Russell has some length to his swing and strikes out more than desired, but his raw power to all fields is remarkable for a player of his age.
9. Jameson Taillon, RHP, Pittsburgh Pirates
2013 Stats (AAA/AAA): 128.1 IP, 3.79 ERA, 1.35 WHIP, .253 BAA, 128/46 K/BB (23 G/22 GS)
Stock: Holding steady
Taillon’s numbers this season can be misleading. While he’s been hit hard at times and been on the wrong side of a big inning on numerous occasions, the 21-year-old has actually improved both his strikeout and groundball rates this season against advanced hitters.
The 6’6” right-hander’s command has regressed slightly following a promotion to Triple-A in early August. However, he’s still been able to miss more than a bat-per-inning and log six or more innings in three of his four starts at the level.

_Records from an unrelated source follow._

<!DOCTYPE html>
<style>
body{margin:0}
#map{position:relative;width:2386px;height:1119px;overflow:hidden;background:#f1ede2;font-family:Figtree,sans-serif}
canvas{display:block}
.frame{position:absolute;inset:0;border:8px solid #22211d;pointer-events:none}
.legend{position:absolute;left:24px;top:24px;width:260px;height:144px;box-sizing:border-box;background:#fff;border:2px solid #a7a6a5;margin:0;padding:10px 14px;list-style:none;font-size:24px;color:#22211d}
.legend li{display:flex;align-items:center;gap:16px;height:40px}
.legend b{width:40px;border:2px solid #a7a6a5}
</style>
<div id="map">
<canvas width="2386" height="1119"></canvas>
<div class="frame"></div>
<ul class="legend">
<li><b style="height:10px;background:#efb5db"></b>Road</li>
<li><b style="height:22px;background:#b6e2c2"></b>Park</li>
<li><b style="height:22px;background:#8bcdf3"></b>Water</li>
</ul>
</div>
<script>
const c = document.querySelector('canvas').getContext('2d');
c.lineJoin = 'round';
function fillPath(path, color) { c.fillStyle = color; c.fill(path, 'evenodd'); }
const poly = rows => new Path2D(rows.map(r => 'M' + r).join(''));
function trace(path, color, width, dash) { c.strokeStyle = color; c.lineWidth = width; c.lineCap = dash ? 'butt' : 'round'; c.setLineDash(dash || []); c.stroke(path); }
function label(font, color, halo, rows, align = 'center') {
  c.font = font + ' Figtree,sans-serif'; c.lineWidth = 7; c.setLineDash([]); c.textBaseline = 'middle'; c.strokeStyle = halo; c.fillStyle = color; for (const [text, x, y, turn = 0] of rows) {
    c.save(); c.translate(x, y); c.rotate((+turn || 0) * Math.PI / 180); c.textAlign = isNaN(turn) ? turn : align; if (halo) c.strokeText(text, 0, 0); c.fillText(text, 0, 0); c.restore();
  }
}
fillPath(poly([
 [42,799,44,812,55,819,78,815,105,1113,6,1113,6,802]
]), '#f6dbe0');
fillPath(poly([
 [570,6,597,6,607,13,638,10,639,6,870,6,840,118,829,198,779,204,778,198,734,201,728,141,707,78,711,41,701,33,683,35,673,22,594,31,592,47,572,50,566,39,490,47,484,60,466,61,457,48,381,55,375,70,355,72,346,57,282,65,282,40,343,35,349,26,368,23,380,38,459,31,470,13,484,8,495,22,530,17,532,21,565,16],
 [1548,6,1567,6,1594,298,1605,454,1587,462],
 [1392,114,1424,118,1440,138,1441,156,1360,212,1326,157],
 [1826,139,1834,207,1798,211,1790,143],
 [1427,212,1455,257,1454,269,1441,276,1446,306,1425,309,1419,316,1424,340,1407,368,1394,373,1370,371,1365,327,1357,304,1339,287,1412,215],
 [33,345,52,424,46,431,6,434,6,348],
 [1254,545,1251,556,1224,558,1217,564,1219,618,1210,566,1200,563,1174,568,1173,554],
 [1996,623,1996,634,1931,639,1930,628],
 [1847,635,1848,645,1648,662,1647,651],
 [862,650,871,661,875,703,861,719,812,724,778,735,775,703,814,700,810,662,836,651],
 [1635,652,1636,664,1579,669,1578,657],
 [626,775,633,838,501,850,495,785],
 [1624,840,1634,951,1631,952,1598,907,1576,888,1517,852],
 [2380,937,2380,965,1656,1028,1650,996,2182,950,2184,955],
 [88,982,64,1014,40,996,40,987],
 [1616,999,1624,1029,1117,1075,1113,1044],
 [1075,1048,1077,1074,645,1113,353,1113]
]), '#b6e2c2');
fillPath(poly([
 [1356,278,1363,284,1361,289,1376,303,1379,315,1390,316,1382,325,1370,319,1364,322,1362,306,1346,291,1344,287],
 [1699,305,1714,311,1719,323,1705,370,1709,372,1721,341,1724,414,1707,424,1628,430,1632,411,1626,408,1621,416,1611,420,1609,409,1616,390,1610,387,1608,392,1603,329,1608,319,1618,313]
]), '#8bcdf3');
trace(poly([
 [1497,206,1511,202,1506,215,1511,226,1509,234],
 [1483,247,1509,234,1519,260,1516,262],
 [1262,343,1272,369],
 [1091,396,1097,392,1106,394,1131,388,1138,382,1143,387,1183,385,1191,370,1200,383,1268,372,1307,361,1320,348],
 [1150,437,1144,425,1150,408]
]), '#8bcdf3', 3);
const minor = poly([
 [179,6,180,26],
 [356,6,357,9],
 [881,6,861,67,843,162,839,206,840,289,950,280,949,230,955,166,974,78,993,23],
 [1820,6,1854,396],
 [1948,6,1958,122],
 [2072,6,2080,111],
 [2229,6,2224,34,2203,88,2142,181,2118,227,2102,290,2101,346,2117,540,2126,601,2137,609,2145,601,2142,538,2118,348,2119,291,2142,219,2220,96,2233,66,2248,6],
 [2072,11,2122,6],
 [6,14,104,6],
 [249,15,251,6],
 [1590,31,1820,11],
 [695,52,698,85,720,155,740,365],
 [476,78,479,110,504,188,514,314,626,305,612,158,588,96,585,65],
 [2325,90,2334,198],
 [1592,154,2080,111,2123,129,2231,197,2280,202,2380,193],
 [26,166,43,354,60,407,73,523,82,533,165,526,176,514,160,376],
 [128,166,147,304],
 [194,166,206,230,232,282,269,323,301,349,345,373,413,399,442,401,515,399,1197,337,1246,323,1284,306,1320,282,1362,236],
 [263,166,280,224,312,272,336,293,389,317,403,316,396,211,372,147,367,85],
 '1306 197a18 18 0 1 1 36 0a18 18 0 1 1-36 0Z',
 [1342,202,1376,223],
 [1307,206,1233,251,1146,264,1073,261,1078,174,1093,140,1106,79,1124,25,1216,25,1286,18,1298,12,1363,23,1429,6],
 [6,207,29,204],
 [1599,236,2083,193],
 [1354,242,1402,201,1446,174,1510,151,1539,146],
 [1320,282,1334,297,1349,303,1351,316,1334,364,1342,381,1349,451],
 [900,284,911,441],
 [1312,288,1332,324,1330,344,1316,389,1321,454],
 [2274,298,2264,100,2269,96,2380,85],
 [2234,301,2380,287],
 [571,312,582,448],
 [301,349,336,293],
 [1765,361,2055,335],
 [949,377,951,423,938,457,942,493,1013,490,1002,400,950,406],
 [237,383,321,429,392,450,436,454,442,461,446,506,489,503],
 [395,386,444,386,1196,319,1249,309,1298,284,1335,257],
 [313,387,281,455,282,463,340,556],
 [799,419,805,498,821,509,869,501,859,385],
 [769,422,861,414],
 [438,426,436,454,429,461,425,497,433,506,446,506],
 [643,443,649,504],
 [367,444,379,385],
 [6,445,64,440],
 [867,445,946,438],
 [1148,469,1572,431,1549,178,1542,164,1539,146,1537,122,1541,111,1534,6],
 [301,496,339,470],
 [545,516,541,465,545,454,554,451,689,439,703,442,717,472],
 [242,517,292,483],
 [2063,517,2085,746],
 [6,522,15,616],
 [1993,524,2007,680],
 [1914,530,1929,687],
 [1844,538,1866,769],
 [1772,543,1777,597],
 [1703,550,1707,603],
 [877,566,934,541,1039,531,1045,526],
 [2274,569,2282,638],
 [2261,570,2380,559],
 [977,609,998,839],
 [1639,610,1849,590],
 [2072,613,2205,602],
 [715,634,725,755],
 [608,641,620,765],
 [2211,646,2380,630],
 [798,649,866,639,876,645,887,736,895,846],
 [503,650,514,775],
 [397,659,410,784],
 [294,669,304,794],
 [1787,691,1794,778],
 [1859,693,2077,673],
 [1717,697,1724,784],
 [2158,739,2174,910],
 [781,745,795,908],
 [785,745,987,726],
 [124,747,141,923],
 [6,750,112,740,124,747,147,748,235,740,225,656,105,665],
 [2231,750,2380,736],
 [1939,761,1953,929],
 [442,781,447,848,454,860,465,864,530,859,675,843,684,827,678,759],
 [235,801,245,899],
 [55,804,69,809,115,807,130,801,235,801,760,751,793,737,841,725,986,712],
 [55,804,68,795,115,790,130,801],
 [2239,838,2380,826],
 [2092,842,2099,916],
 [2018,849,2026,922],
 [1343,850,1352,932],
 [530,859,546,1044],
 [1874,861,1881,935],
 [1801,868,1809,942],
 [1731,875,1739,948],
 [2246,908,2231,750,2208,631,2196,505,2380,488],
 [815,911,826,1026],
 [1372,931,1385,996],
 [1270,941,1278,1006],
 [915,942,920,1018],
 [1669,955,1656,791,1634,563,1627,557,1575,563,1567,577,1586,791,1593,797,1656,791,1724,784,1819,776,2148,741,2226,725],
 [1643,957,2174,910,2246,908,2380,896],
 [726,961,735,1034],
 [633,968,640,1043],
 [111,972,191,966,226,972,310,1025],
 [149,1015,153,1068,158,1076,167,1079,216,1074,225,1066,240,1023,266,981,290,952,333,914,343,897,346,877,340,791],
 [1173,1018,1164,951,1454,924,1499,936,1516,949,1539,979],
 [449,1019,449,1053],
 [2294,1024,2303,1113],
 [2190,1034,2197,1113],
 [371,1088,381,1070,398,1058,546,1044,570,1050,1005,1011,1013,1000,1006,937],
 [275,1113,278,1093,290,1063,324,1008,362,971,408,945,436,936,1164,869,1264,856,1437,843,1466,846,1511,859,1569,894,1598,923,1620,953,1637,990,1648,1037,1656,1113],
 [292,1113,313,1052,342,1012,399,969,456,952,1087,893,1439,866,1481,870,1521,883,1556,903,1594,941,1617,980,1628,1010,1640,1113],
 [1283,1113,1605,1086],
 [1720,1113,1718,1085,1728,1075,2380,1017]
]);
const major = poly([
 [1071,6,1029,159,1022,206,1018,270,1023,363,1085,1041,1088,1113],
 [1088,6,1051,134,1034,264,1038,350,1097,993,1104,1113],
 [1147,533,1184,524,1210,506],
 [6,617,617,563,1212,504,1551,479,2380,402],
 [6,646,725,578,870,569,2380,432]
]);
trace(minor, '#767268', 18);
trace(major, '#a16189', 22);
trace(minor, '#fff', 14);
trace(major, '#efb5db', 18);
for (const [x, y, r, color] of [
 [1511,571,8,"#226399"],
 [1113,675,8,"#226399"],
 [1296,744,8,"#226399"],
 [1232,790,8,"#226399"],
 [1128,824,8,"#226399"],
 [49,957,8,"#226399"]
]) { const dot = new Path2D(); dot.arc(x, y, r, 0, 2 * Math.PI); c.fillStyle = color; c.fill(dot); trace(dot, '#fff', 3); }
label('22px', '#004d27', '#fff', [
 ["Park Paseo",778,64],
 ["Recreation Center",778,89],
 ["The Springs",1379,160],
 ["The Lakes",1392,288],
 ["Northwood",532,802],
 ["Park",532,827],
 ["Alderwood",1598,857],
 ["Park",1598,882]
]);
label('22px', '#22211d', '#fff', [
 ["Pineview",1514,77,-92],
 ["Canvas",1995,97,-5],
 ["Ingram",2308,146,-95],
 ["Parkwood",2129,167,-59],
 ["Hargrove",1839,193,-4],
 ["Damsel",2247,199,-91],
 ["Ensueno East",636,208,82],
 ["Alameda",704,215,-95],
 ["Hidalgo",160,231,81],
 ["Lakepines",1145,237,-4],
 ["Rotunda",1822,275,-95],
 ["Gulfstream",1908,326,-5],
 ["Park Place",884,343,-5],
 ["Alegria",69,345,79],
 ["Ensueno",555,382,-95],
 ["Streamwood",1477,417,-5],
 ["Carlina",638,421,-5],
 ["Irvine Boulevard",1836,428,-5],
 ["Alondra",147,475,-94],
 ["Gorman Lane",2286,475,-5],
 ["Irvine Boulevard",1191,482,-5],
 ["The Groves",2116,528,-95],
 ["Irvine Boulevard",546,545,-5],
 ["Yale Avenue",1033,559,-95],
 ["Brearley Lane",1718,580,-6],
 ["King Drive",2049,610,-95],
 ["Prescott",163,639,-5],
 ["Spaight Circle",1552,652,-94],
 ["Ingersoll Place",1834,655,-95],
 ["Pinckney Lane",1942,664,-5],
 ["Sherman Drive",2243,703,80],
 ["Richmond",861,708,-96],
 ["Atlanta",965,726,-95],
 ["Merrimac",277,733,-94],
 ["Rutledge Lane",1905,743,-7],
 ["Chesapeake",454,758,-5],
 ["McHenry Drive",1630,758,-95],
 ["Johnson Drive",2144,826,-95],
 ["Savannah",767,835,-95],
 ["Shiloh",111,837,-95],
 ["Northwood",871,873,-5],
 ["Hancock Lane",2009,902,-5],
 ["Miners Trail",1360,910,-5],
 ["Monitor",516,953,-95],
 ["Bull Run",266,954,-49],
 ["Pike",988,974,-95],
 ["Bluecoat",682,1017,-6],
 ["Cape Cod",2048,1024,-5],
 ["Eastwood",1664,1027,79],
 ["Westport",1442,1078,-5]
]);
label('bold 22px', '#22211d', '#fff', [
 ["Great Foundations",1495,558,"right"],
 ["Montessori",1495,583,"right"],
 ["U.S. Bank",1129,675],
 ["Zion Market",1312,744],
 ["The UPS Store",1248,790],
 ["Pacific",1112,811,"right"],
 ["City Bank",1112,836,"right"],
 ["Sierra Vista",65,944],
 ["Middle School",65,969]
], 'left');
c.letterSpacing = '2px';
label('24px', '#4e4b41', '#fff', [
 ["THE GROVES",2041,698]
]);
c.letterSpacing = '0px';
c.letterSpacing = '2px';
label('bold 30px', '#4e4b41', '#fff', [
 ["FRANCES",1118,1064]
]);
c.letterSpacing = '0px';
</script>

After adding 50 innings to his overall workload in 2012, it’ll be interesting to see how the Pirates handle Taillon over the remainder of the season. If they stick to the same plan, his innings will presumably be capped somewhere in the 175-190 range. Additionally, the right-hander hasn’t logged more than 24 innings in a single month this season.
I guess what I’m trying to say is that the potential exists for Taillon to join the Pirates in September and complete his workload out of the team’s bullpen (likely in long relief).
10. Carlos Correa, SS, Houston Astros
2013 Stats (A): .324/.406/.472, 133 H, 42 XBH (8 HR), 10 SB, 74/51 K/BB (106 G)
Everyone would probably be gushing about Correa this season if Byron Buxton were never born. However, that’s not the case. Correa hasn’t put up gaudy numbers like Buxton, who was selected one spot after him (No. 2 overall) in the 2012 draft, but he’s certainly impressed in his own right.
The 18-year-old shortstop has showcased a mature hit tool this season, not to mention an approach that’s advanced beyond his years.
And while he endured a few slumps during the first half of the season, Correa has been on fire since the South Atlantic League All-Star break, batting .345/.413/.520 with 69 hits, 19 doubles, four home runs and a 28/20 K/BB ratio in 52 games. He’s also demonstrated a knack for mashing left-handed pitching with a 1.056 OPS and 11/20 K/BB ratio in 102 at-bats.
Given his overwhelming success this season as one of the younger everyday players in the Sally, Correa will likely receive an assignment to High-A next year with the potential to reach Double-A as a 19-year-old.